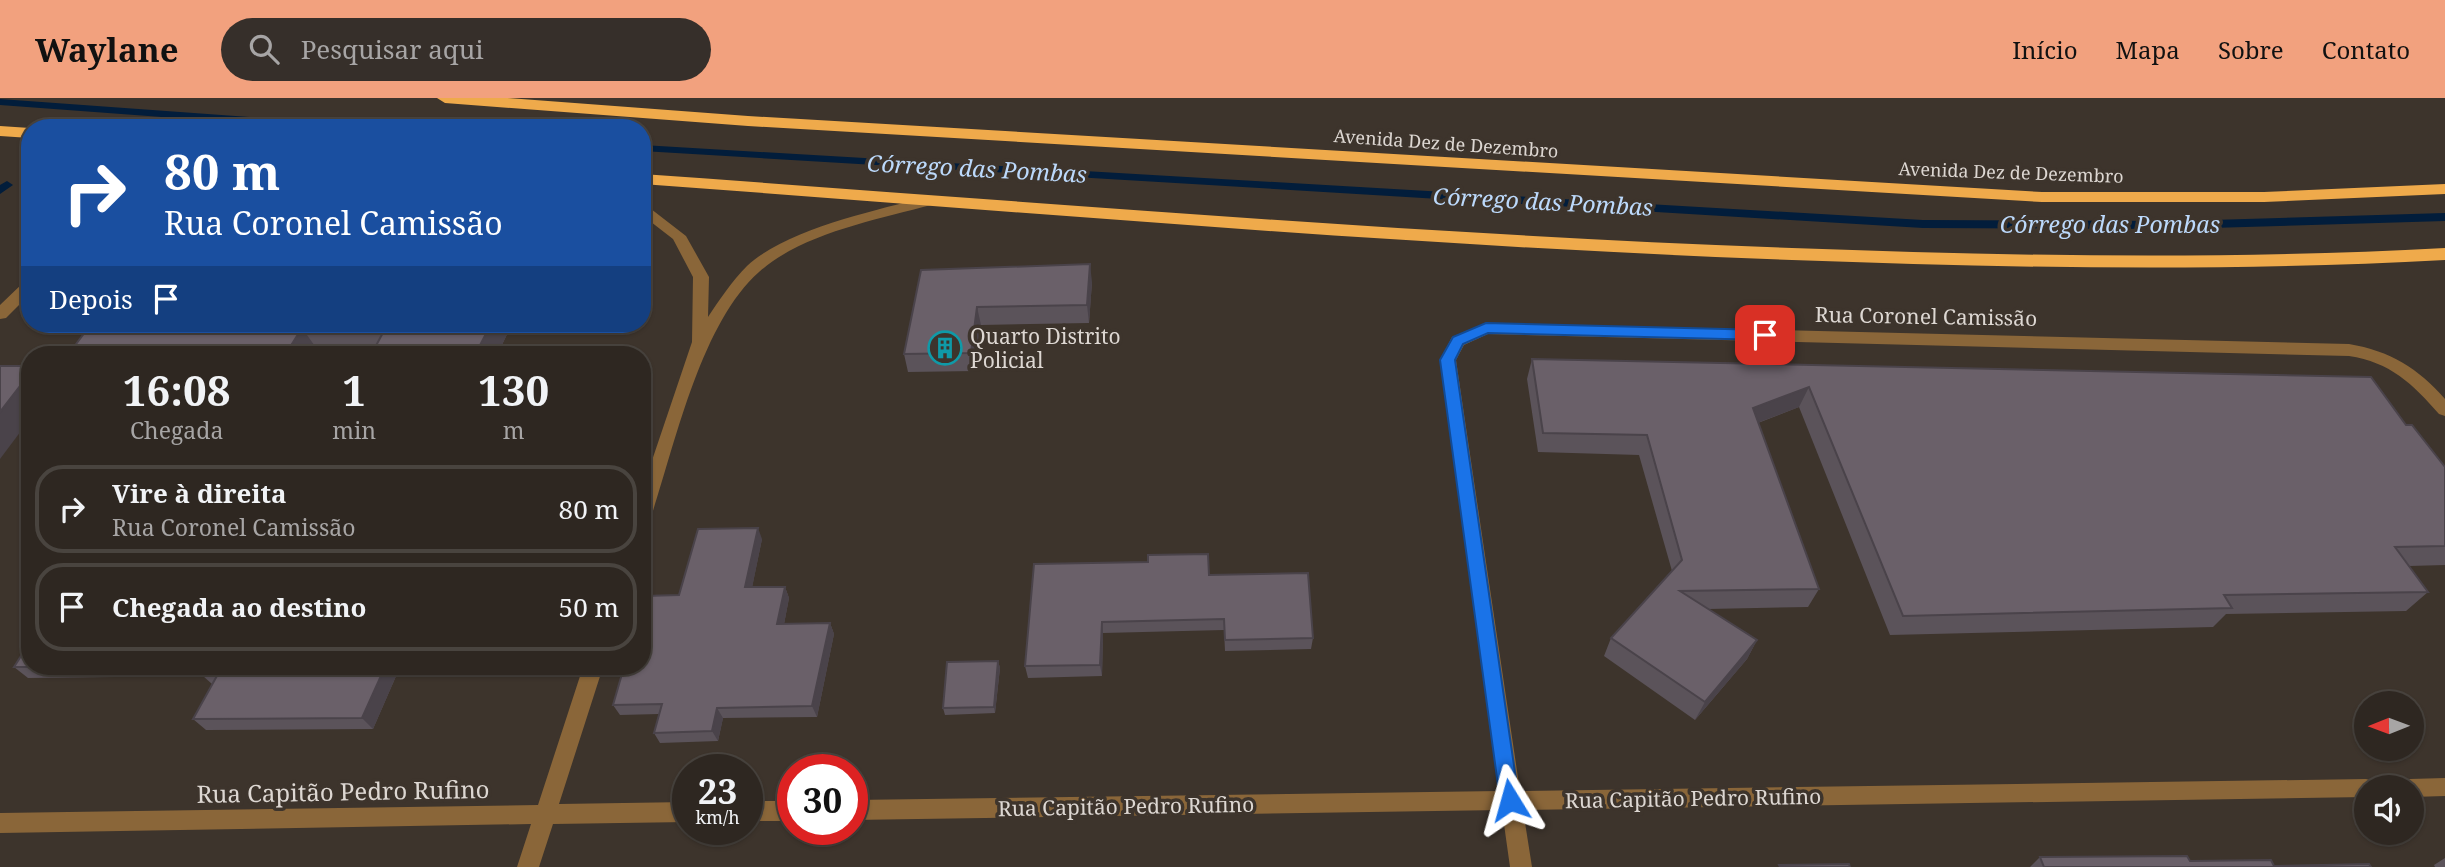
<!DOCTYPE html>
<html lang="pt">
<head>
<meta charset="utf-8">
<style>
	body { margin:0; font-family:"Noto Serif",serif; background:#362f2a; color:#f1f3f6; height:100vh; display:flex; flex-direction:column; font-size:26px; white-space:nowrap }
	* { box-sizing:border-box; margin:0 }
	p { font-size:23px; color:#a7a5a5 }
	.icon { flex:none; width:38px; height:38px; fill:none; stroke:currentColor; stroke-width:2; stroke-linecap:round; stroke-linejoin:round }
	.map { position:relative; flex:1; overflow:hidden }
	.drawer { position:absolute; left:21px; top:248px; width:630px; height:329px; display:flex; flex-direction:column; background:#2e2721; border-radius:28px; box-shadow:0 2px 5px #0004,0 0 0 2px #49443f }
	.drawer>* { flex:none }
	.banner { position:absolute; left:21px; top:21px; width:630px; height:214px; border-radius:28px; box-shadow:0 2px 5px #0004,0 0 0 2px #49443f; background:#1a4fa0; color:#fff; overflow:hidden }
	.needle { width:46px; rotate:269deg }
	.fabs { position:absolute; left:2354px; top:593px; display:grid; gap:14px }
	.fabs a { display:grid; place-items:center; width:70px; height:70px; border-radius:50%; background:#2e2721; box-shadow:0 2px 5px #0004,0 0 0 2px #49443f; font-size:35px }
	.speed { position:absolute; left:672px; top:656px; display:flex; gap:14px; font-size:35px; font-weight:700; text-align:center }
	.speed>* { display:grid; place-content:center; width:91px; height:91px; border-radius:50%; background:#2e2721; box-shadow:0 2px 5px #0004,0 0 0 2px #49443f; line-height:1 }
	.speed small { font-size:18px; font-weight:400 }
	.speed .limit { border:10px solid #d22; background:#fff; color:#111 }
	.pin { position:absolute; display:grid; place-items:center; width:60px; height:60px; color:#fff; margin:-30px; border-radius:14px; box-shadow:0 4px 10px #0006 }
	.me { position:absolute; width:77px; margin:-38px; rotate:352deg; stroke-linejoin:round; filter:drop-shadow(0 0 5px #0008) }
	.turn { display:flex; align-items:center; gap:24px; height:147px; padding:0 28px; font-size:32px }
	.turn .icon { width:91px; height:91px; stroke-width:2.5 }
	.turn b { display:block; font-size:49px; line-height:60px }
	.then { display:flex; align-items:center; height:66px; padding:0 28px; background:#0003; gap:14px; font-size:26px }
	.eta { display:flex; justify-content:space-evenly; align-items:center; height:119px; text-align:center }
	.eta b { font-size:42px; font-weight:700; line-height:49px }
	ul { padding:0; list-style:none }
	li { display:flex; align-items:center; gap:21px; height:88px; margin:0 14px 10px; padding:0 14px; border:4px solid #49443f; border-radius:28px }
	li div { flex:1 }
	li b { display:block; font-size:26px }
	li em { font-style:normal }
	header { display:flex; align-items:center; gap:42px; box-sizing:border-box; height:98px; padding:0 35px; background:#f2a17e; color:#111 }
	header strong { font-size:33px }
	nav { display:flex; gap:38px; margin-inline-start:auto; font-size:24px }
	.search { width:490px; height:63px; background:#362f2a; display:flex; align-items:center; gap:18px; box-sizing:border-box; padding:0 24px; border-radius:38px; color:#a7a5a5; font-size:26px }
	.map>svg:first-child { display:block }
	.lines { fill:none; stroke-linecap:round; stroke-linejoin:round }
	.stream { fill:#021d3b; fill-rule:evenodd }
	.minor { fill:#8a6639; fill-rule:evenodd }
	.highway { fill:#efaa4b; fill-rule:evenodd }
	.wall { fill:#5b535a }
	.shaded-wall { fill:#4a434a }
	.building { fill:#6a6069; stroke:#4a434a; stroke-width:2 }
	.route { fill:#1a73e8; stroke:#114b97; stroke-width:2 }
	.labels { text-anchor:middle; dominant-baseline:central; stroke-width:7; stroke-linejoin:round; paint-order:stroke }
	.far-street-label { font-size:18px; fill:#ddd7d2; stroke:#3d342c }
	.street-label { font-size:21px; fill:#ddd7d2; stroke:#3d342c }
	.poi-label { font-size:21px; fill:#ddd7d2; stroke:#3d342c; text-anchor:start }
	.water-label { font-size:23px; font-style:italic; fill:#bcd9fb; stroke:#3d342c }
	.near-street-label { font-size:24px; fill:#ddd7d2; stroke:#3d342c }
</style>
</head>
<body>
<header>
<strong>Waylane</strong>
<div class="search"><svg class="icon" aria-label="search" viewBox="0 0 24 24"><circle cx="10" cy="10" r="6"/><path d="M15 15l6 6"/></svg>Pesquisar aqui</div>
<nav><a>Início</a><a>Mapa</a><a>Sobre</a><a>Contato</a></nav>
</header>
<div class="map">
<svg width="2445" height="769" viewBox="0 0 2445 769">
	<rect width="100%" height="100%" fill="#3d342c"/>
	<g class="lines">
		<path class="stream" d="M 0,1 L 359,27 L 364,30 L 310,30 L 0,7 Z
			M 642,47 L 1923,122 L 2177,123 L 2445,115 L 2445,123 L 2177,131 L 1923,130 L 642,53 Z
			M 7,83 L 13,87 L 0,96 L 0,87 Z"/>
		<path class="minor" d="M 926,99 L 933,104 L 931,107 C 876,122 803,135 759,174 C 701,225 675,346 651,419 L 648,424 L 642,426 L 642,392 L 692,244 L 693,179 L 673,141 L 642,117 L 642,104 L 686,138 L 709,179 L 708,219 C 720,201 732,183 747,168 C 787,131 874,113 926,99 Z
			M 30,182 L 30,196 L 6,220 L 0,221 L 0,207 L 25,183 Z
			M 1486,225 L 2349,246 C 2390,253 2418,270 2445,301 L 2445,318 L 2439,316 C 2413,286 2390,264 2349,258 L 1488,236 L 1464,247 L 1456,262 L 1520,693 L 2366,681 L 2373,683 L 2376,690 L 2366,690 L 2366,699 L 1523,712 L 1532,769 L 1510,769 L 1502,712 L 852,722 L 852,702 L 1500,693 L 1440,262 L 1452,239 Z
			M 583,569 L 603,569 L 559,706 L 688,704 L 688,724 L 553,726 L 539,769 L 517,769 L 531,726 L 0,735 L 0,715 L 538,707 Z
			M 2445,680 L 2445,698 L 2412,699 L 2412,690 L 2400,690 L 2403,683 L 2410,681 Z
			M 747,703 L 793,703 L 793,723 L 747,723 Z"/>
		<path class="highway" d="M 437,0 L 508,0 L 748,18 L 2042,94 L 2264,94 L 2445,86 L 2445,96 L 2264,104 L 2042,104 L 748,28 L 445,5 Z
			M 0,28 L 30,30 L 30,40 L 0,38 Z
			M 642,76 C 1025,103 1408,136 1792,150 C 2010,158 2227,162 2445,150 L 2445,162 C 2227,174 2010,170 1792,162 C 1408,148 1025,114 642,86 Z"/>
	</g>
	<path class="wall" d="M 921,172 L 1092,184 L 1089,225 L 981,227 L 975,273 L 908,274 L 904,256 Z
		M 91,226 L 512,226 L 497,257 L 375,250 L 317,251 Z
		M 1532,261 L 2406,327 L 2445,369 L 2445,467 L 2409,468 L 2428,494 L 2406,513 L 2226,516 L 2213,529 L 1890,537 L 1799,309 L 1758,325 L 1819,491 L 1808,509 L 1708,511 L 1757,542 L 1747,561 L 1695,622 L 1604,558 L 1611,540 L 1672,473 L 1639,357 L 1538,354 L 1527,281 Z
		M 762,441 L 752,489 L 785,489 L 789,500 L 784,526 L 830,525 L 834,536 L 817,619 L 723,620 L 718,643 L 660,645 L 654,635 L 659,616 L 620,617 L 613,607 L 679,497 Z
		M 1034,466 L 1209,477 L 1313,540 L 1311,551 L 1225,553 L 1224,532 L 1103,535 L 1102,578 L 1028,580 L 1025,568 Z
		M 998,563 L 1000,570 L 995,615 L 945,617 L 943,610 Z
		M 14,569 L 400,569 L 373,631 L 206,632 L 193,621 L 212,586 L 203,578 L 28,580 Z
		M 2040,759 L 2190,763 L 2274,768 L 2371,769 L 2030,769 Z
		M 2445,760 L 2445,769 L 2435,769 L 2434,767 Z"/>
	<path class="shaded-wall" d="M 1090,166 L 1092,184 L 1089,225 L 1087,207 Z
		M 977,209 L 981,227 L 975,273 L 971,255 Z
		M 491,226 L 512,226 L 497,257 L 475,257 Z
		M 302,230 L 317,251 L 313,257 L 285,257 Z
		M 30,275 L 30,321 L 0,361 L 0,314 Z
		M 1809,289 L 1799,309 L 1744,330 L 1753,310 Z
		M 758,430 L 762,441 L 750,500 L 745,489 Z
		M 785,489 L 789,500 L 782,537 L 777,526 Z
		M 1102,524 L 1103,535 L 1102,578 L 1100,567 Z
		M 830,525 L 834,536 L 817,619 L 812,608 Z
		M 1757,542 L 1747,561 L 1695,622 L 1705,604 Z
		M 998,563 L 1000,570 L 995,615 L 994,609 Z
		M 385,569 L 400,569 L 373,631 L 362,620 Z
		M 717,610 L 723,620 L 718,643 L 712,633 Z"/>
	<path class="building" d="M 1090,166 L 1087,207 L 977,209 L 971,255 L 904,256 L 921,172 Z
		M 91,226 L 491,226 L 475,257 L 371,257 L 386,229 L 302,230 L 285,257 L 68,257 Z
		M 1532,261 L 2371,279 L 2406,327 L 2412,327 L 2445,369 L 2445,448 L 2395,449 L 2428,494 L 2224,497 L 2232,510 L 1903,518 L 1809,289 L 1753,310 L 1819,491 L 1680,493 L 1757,542 L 1705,604 L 1611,540 L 1682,462 L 1647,337 L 1543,335 Z
		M 0,268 L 30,268 L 30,275 L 0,314 Z
		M 758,430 L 745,489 L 785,489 L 777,526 L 830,525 L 812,608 L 717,610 L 712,633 L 654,635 L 662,606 L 613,607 L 624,569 L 642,569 L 642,505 L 644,498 L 679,497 L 698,431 Z
		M 1208,456 L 1209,477 L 1308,475 L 1313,540 L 1225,542 L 1224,521 L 1102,524 L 1100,567 L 1025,568 L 1034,466 L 1148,464 L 1148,457 Z
		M 30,544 L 30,569 L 40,569 L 14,569 Z
		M 998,563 L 994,609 L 943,610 L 947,564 Z
		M 206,569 L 385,569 L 362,620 L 193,621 L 218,576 L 201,576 Z
		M 2187,758 L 2190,763 L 2271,762 L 2274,768 L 2369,766 L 2371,769 L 2044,769 L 2040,759 Z
		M 1849,766 L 1850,769 L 1780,769 L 1779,767 Z"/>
	<path class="route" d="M 1486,225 L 1765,232 L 1772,237 L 1765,242 L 1488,235 L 1463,246 L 1455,262 L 1519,702 L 1517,708 L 1510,711 L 1503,708 L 1500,702 L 1440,262 L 1453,239 Z"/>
	<defs>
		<symbol id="building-ring" viewBox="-11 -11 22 22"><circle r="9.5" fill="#3d342c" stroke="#0f9aa8" stroke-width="1.5"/><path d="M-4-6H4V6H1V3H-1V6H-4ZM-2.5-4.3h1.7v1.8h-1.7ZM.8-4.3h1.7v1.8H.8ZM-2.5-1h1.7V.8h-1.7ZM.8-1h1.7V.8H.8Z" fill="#0f9aa8"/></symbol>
	</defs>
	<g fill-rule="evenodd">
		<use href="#building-ring" x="926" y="231" width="38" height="38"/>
	</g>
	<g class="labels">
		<g class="far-street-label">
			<text transform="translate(1446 45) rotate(4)">Avenida Dez de Dezembro</text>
			<text transform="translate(2011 74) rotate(2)">Avenida Dez de Dezembro</text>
		</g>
		<g class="street-label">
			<text transform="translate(1926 218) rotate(1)">Rua Coronel Camissão</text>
			<text transform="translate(1693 700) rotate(-1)">Rua Capitão Pedro Rufino</text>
			<text transform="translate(1126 708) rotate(-1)">Rua Capitão Pedro Rufino</text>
		</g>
		<g class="poi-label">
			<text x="970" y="238">Quarto Distrito<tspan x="970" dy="24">Policial</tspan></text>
		</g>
		<g class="water-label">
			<text transform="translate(977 70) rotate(3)">Córrego das Pombas</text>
			<text transform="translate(1543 103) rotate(3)">Córrego das Pombas</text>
			<text x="2110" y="126">Córrego das Pombas</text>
		</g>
		<g class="near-street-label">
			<text transform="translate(343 693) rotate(-1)">Rua Capitão Pedro Rufino</text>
		</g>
	</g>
</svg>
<div class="fabs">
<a><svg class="needle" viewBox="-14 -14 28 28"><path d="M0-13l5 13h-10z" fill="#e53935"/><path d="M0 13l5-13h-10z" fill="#a7a5a5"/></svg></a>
<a><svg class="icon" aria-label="sound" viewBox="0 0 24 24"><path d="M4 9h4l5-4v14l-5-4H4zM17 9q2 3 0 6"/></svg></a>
</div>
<div class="speed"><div>23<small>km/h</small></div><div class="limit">30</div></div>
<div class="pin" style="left:1765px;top:237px;background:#d93025"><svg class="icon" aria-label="arrive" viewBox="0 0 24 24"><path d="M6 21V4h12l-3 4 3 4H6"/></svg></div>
<svg class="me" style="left:1510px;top:702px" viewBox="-20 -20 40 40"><path d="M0-17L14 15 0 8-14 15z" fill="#1a73e8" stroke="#fff" stroke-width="4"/></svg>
<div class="banner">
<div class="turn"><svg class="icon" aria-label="right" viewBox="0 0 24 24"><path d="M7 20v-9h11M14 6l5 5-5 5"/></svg><div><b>80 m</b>Rua Coronel Camissão</div></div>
<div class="then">Depois<svg class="icon" aria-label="arrive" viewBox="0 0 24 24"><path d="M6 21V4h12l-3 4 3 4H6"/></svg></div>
</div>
<section class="drawer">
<div class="eta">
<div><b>16:08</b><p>Chegada</p></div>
<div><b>1</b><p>min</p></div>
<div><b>130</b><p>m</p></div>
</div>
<ul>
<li><svg class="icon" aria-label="right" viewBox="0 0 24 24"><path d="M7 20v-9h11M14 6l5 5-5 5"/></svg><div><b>Vire à direita</b><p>Rua Coronel Camissão</p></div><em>80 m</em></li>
<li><svg class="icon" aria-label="arrive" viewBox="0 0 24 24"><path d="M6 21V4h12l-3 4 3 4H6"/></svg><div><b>Chegada ao destino</b></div><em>50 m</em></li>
</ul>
</section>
</div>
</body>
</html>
====
- [What to produce]: Say how many lines in the records hold the string "block", please, and add no other words.

- [Solution to the problem]: 3